David Brooks, coined a new term for 20-45 year olds in a recent Op Ed piece in the New York Times: the Odyssey Generation
There used to be four common life phases: childhood, adolescence, adulthood and old age. Now, there are at least six: childhood, adolescence, odyssey, adulthood, active retirement and old age. Of the new ones, the least understood is odyssey, the decade of wandering that frequently occurs between adolescence and adulthood.
During this decade, 20-somethings go to school and take breaks from school. They live with friends and they live at home. They fall in and out of love. They try one career and then try another.
Hmm - reminds you of the characters on 'Friends'.
Their parents grow increasingly anxious. These parents understand that there's bound to be a transition phase between student life and adult life. But when they look at their own grown children, they see the transition stretching five years, seven and beyond.
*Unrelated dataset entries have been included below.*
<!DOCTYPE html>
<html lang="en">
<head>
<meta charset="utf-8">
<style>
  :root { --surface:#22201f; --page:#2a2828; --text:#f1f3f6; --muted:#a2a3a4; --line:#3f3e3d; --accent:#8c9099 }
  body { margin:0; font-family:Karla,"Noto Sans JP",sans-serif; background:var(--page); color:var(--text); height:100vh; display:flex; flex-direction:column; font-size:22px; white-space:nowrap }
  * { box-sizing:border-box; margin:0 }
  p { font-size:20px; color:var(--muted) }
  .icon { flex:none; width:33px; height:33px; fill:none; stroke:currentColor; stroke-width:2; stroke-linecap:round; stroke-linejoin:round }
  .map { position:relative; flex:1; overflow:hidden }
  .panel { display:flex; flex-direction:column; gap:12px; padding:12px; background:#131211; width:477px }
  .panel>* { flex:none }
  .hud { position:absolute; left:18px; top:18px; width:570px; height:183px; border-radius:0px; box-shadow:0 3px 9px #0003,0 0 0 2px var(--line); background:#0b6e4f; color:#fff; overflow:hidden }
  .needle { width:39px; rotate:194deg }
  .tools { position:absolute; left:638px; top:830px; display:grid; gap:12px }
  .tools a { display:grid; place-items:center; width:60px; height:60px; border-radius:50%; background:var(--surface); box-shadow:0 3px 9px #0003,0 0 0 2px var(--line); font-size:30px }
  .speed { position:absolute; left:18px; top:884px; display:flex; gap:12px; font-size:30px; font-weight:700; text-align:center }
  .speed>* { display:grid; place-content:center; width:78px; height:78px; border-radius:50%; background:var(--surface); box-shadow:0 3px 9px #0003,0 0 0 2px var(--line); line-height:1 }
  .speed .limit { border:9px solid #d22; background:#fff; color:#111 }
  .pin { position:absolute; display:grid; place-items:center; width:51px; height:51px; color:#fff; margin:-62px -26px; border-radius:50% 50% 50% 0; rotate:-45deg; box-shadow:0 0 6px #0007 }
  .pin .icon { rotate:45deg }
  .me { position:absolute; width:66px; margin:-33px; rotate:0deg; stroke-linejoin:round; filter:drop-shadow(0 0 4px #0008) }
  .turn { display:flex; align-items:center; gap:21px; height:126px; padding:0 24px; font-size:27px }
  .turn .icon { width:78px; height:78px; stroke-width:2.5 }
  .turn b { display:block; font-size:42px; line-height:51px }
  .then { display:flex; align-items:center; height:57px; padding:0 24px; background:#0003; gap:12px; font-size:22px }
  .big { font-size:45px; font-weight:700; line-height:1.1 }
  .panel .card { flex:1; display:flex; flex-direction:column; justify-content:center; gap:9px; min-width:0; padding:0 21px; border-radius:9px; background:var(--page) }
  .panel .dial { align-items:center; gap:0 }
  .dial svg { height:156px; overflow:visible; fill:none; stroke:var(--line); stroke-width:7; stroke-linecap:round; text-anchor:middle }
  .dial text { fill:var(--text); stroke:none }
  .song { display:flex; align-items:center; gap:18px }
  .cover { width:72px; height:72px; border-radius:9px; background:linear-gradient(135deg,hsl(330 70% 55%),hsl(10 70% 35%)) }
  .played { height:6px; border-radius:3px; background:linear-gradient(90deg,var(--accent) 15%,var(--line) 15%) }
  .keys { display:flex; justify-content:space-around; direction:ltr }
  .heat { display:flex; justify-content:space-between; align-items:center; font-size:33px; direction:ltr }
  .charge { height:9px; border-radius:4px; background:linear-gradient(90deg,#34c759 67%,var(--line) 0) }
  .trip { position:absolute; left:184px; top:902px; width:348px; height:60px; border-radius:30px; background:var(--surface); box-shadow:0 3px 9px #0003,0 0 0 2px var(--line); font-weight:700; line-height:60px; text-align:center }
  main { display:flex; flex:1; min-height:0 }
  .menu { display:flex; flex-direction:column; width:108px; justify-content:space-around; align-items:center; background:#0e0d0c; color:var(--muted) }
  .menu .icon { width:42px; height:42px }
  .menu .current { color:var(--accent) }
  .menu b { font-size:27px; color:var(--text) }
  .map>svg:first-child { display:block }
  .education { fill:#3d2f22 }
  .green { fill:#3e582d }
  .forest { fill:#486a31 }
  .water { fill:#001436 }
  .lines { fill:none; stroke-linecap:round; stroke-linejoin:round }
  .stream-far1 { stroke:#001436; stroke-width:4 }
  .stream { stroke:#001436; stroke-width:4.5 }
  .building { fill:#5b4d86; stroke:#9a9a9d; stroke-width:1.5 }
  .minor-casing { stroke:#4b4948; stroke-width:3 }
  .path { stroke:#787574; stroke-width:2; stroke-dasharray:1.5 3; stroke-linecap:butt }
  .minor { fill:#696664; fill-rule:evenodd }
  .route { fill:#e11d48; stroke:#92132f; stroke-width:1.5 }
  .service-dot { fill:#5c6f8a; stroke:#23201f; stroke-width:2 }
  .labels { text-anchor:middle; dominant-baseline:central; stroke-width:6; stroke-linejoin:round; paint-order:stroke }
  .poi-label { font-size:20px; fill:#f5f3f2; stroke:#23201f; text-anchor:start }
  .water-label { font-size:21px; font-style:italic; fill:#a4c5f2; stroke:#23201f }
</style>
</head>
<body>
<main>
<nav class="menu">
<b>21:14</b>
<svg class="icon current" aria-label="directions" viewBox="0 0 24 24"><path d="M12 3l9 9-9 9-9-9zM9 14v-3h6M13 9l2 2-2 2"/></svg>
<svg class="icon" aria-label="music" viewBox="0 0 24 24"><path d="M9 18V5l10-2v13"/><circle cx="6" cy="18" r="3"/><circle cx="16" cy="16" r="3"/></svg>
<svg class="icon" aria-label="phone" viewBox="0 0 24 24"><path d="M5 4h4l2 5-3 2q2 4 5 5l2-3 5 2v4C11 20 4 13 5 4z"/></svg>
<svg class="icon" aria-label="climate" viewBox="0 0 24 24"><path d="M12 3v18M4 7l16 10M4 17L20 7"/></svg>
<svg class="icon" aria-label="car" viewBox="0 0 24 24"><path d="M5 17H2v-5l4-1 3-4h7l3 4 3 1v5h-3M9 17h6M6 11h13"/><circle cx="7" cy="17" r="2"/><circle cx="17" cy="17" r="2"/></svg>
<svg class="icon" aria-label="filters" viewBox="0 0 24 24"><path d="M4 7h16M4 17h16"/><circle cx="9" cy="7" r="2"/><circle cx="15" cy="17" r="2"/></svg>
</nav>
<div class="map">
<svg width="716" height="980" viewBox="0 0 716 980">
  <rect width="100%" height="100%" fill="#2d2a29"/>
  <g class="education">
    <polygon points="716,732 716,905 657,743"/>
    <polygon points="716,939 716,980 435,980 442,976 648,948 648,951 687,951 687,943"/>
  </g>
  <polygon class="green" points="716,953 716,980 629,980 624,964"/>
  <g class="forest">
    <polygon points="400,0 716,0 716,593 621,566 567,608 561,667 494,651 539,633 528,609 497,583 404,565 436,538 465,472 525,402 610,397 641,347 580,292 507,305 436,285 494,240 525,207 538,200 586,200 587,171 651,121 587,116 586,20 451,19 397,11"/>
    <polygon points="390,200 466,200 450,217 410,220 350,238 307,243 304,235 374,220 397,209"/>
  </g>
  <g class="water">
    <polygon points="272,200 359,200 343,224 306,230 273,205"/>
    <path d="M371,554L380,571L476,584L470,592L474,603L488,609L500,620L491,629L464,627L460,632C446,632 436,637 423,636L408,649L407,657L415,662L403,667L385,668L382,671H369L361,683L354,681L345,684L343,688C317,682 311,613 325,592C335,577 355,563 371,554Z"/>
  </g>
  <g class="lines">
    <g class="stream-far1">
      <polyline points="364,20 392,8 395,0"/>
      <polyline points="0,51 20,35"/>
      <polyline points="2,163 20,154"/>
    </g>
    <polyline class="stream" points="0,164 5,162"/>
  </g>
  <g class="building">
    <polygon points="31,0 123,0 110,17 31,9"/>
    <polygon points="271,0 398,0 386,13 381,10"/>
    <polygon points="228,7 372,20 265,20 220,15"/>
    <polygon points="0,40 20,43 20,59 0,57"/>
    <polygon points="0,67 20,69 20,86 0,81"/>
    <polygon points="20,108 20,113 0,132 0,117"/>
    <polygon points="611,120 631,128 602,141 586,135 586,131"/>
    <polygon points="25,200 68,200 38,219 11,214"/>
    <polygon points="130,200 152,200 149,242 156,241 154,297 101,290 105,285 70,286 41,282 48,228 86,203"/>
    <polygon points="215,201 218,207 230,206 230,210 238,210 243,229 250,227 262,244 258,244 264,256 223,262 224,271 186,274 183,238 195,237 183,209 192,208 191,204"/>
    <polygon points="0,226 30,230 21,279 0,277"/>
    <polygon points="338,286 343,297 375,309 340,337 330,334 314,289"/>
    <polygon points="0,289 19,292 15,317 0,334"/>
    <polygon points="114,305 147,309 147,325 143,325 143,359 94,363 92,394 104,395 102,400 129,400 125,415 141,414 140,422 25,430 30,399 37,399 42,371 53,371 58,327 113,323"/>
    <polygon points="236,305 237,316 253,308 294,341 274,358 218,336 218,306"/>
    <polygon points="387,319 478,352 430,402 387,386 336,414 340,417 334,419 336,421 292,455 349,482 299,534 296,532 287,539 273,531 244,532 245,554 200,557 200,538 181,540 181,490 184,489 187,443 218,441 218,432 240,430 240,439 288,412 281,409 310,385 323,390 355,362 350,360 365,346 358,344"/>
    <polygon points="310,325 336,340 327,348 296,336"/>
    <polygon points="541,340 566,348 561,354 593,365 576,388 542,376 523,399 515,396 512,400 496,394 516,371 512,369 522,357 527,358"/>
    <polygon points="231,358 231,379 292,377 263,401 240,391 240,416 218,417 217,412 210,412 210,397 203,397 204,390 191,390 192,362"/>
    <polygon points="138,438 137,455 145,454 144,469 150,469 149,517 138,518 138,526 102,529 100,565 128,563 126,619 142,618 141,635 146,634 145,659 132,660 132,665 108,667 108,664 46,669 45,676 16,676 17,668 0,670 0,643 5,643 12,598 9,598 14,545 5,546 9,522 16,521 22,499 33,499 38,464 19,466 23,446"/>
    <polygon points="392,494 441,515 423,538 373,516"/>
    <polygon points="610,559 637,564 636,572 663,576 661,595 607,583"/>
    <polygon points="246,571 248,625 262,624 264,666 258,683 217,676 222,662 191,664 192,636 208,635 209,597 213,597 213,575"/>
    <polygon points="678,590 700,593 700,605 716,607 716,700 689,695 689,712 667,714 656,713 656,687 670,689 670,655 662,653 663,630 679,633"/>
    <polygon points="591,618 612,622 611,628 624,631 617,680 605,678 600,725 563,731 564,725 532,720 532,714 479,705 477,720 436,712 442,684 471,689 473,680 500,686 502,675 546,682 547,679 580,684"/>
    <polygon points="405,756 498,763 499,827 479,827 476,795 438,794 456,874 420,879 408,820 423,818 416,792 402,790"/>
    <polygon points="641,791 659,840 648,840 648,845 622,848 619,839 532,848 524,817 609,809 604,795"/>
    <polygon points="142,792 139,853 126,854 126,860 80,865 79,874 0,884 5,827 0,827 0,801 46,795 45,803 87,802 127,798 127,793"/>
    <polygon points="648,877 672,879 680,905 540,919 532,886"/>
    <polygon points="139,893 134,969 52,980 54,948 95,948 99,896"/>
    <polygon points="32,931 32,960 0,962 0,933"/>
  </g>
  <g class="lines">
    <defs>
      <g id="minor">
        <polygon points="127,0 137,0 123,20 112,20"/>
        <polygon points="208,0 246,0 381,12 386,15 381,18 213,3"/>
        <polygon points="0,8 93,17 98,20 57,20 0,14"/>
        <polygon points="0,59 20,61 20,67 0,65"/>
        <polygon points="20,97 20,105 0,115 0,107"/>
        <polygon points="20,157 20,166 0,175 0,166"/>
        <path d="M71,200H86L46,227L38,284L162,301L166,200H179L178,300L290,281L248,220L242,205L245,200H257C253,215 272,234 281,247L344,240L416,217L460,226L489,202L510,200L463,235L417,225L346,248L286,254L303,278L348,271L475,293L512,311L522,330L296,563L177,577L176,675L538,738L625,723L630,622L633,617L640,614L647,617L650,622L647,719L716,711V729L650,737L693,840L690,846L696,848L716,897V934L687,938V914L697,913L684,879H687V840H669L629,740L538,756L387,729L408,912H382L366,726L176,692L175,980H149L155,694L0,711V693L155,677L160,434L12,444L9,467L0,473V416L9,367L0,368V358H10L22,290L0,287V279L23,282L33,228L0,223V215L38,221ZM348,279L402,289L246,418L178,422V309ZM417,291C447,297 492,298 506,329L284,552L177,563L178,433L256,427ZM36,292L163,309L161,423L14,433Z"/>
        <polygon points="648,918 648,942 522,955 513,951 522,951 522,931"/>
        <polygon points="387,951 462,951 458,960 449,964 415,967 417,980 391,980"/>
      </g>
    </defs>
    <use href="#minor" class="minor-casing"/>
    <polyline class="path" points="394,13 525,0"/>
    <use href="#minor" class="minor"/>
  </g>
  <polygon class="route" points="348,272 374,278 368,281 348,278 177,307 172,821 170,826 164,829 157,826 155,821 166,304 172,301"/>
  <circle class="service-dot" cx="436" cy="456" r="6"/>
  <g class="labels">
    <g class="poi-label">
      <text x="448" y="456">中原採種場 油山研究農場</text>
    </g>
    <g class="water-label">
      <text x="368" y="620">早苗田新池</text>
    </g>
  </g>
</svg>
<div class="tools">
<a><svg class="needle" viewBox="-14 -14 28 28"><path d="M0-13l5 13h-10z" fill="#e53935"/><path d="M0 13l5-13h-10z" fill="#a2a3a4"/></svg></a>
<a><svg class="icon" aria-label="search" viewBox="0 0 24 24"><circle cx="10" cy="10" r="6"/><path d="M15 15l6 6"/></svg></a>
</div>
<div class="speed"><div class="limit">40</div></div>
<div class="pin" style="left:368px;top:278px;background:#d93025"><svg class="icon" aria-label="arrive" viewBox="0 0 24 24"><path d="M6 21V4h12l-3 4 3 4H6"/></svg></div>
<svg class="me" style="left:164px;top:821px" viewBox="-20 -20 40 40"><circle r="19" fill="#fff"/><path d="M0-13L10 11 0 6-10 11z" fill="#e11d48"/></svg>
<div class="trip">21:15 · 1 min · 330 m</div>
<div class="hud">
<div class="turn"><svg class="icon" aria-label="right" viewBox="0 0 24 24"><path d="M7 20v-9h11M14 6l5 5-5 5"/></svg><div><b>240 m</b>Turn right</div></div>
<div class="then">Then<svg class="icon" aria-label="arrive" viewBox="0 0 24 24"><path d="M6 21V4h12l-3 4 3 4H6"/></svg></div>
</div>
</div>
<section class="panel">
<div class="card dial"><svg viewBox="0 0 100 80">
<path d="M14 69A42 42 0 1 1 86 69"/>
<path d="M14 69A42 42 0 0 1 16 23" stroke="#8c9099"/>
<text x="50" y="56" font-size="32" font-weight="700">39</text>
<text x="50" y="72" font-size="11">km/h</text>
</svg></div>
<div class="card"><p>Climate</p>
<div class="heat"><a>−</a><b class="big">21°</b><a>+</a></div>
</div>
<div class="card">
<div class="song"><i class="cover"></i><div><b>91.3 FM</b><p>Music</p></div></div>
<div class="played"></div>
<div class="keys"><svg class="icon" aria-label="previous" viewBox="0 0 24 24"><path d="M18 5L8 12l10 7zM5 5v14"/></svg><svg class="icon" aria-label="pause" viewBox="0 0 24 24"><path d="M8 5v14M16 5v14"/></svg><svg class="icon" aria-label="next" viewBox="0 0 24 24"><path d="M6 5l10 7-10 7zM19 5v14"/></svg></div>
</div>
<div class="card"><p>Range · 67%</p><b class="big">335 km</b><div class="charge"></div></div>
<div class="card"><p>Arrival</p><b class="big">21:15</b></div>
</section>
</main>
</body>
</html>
The parents don't even detect a clear sense of direction in their children's lives. They look at them and see the things that are being delayed.
They see that people in this age bracket are delaying marriage. They're delaying having children. They're delaying permanent employment...In 1960, roughly 70 percent of 30-year-olds had achieved these things. By 2000, fewer than 40 percent of 30-year-olds had done the same.
Brroks believes this trend will become more pronounced because that's how it is in Europe. He quotes William Galston of the Brookings Institute who notes that Europeans delay marriage even longer than Americans and spend even more years shifting around jobs, careers, degrees.
And of course, we're seeing all this happening in India also - although in small pockets. Social pressures in India are far stronger but young men and women who are economically independent and strong-willed are deferring marriage, for starters. Quitting your job to go 'back to studies' is acceptable (especially for MBAs), even with spouse and kid in tow. Even drastic career switches are not shocking and unheard of.
And kids from affluent families with liberal-minded parents are living very experimentally in their 20s. Taking up one job after the other merely to 'try it out'. Going abroad for esoteric courses with little or no employment value. Living without a real plan or idea of 'where I will be 5 years from now'.
All things considered however, I see more scope in India for odyssey in careers, education and search for overall meaning than odyssey in personal relationships. There are a few, very few young people who 'live in' but generally even they formalise the arrangement in due course. As one close friend who is getting married put it,"Nothing will change after marriage... but at least we can attend the Society dinner without having to answer awkward questions."
And overall sab log kitne khush hain. Both sides of the family are busy shopping and planning and plotting the various ceremonies and simply for the sake of the smiles on your grandmother's face you say, "Heck, kar lete hain."
Aur uske baad ek-do bachche wachche bhi.
So we in India will see the modified odyssey. The thodyssey. The urge to paraglide at 35. Get six pack abs at 40. Wear jeans - perhaps forever.
The warm cocoon of the Great Indian Family is hard to resist. We're a tropical species... Beyond may lie great adventures, but it can be lonely and cold.